Incidentally, highest medical authority in the country, Health and Human Services Secretary Robert F. Kennedy Jr., also doesn’t believe these health discrepancies need to be addressed, which is why he cut Black maternal health research from the federal budget, once said that Black children should be “re-parented” because “every Black kid” has been put on ADHD medication, which is statistically untrue, and once claimed Black people don’t need white people’s vaccine schedule because Black people have more enduring immune systems. The Trump administration also cut funding for Black infant health research, before it was sued and ordered to restore it.
Like Morrell and Do No Harm, the Trump administration has dismissed these initiatives as DEI, which is to say it opposes them on behalf of the white and eternally fragile, not because they aren’t necessary.
And it doesn’t stop at medical care.
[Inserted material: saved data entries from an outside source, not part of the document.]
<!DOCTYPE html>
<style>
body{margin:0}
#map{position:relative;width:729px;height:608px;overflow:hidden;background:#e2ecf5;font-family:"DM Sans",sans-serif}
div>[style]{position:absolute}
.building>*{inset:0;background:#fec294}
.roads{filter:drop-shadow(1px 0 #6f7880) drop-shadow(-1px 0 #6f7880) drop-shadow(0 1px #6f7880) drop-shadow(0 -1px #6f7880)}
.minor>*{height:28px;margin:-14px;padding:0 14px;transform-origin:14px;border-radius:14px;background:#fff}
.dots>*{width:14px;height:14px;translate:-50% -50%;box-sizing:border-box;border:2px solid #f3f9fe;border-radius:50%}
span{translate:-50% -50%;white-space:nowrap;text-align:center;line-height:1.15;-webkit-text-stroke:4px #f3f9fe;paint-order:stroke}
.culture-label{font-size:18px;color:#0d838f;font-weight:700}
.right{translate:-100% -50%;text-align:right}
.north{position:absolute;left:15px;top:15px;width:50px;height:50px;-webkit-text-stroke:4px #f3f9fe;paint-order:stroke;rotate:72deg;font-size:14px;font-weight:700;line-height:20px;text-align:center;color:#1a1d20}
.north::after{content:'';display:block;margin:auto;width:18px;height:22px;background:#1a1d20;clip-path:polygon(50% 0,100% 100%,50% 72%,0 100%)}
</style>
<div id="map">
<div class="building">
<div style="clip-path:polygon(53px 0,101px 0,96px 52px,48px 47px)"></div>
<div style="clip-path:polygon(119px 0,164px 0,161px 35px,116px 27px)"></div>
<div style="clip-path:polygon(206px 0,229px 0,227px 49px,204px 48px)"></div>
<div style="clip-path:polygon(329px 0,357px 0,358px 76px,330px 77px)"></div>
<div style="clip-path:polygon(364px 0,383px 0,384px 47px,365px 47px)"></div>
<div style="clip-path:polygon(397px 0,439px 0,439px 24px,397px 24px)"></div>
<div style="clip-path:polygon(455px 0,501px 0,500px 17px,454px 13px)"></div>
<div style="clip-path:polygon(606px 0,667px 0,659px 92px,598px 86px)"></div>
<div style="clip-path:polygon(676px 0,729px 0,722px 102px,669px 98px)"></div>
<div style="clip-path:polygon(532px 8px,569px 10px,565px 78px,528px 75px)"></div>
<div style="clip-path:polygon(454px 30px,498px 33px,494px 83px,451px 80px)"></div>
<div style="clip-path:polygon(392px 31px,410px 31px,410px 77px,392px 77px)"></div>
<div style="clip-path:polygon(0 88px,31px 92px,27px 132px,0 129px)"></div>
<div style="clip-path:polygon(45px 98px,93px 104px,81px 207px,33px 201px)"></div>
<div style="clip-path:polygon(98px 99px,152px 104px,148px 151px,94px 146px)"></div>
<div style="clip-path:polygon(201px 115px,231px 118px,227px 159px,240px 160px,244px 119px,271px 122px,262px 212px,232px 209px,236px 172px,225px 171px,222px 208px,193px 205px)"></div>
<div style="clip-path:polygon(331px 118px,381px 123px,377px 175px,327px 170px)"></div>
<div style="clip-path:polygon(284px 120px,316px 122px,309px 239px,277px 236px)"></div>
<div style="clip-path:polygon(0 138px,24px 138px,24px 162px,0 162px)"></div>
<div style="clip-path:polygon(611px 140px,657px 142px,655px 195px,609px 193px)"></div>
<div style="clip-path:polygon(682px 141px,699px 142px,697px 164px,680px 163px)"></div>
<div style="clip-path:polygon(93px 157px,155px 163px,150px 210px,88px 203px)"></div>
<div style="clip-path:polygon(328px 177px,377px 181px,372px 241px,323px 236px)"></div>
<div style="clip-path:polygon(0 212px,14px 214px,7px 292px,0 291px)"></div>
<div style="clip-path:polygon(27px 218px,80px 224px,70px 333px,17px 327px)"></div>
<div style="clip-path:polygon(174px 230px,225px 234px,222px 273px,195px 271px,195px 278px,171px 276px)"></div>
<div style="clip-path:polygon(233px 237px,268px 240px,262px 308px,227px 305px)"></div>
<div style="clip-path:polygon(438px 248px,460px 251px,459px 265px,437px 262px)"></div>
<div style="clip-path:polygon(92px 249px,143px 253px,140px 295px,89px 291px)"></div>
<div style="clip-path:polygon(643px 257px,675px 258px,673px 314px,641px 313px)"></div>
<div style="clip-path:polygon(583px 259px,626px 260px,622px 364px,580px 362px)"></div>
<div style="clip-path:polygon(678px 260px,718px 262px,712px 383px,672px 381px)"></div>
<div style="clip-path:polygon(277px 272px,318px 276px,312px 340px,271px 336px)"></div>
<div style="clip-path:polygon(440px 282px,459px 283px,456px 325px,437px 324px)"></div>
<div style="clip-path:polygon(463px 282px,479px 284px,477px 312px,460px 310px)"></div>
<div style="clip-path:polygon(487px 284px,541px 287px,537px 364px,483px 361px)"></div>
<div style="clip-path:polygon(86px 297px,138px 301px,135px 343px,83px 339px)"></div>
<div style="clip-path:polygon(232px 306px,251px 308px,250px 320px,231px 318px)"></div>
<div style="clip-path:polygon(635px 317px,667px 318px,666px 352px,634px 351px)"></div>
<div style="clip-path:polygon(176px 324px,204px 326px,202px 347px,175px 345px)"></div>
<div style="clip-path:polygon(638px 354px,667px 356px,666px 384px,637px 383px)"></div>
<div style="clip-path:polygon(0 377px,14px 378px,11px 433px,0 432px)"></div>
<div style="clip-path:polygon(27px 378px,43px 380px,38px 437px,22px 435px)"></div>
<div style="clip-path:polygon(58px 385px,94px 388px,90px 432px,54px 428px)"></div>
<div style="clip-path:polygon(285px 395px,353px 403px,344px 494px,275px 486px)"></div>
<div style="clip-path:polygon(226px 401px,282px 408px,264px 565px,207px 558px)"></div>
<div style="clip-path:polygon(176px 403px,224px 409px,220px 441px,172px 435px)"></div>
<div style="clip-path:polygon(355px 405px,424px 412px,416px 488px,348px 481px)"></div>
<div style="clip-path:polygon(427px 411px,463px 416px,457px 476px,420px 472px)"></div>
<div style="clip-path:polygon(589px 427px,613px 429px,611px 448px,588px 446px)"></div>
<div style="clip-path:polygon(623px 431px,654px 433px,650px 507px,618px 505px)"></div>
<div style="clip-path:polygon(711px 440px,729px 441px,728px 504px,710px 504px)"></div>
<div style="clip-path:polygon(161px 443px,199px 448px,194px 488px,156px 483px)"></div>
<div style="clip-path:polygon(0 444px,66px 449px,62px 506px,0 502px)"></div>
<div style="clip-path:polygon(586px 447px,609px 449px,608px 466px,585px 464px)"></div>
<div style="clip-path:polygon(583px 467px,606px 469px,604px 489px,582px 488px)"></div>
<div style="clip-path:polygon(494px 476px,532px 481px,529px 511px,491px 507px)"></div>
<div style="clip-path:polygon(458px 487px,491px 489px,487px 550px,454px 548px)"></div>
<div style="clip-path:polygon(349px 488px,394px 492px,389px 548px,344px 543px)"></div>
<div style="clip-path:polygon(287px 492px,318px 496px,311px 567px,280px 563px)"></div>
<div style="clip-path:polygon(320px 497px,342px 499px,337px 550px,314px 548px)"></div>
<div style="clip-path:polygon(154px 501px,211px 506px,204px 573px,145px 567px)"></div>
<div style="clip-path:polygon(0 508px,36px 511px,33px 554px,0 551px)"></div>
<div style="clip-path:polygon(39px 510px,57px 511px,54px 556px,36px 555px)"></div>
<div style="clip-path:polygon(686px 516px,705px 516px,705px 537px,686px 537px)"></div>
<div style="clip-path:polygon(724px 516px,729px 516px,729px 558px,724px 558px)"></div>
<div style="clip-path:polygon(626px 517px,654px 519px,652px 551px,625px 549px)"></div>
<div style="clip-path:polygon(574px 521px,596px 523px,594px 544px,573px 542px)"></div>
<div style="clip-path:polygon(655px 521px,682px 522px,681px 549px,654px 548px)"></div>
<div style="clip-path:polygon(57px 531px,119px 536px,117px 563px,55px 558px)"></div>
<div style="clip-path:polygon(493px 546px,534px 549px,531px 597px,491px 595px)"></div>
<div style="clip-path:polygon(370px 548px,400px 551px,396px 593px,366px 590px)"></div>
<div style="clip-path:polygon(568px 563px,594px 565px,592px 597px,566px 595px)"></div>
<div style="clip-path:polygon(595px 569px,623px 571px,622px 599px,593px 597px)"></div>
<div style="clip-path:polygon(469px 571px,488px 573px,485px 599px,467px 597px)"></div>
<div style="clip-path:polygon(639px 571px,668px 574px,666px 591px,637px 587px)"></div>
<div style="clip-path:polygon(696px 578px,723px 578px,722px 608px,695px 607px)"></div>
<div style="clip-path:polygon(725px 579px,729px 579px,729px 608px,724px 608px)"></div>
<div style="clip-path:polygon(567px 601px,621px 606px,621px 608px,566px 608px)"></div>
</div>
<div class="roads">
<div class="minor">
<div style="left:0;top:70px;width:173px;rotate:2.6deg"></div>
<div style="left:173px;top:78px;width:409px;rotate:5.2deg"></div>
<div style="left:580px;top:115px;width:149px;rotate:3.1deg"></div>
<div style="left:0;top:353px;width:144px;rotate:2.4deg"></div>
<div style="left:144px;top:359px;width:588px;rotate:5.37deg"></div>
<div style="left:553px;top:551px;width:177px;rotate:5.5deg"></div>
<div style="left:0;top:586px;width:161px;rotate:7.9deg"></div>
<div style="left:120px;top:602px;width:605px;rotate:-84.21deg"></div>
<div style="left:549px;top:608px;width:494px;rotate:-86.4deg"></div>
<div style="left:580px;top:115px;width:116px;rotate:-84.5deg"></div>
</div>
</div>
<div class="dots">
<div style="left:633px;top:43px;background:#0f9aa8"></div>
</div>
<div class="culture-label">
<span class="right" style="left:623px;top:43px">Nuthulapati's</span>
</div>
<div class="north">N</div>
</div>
In 2024, reported extensively on the white-tearsy debacle surrounding the Fearless Fund, a venture capital firm owned and operated by Black women, who offered grants reserved for businesses owned by Black women, until it was shut down by a conservative group that sued the organization for not offering grants to white women.
As I wrote previously: “The Fearless Fund is a private entity founded and run by Black women who use private funds to help the underserved Black woman entrepreneurs in our communities. They should be able to do whatever they want with those funds in this so-called free country, but since white people are often hardwired to center themselves in everything, white plaintiffs are suing the firm because it doesn’t offer grants to the most overwhelmingly represented demographic in corporate America.”
White people keep telling us to pull ourselves up by our bootstraps, and help our own communities instead of asking for handouts, but when we do just that, they pretend to feel discriminated against.
It may be a cowardly, passive-aggressive form of white supremacy, but it’s white supremacy all the same.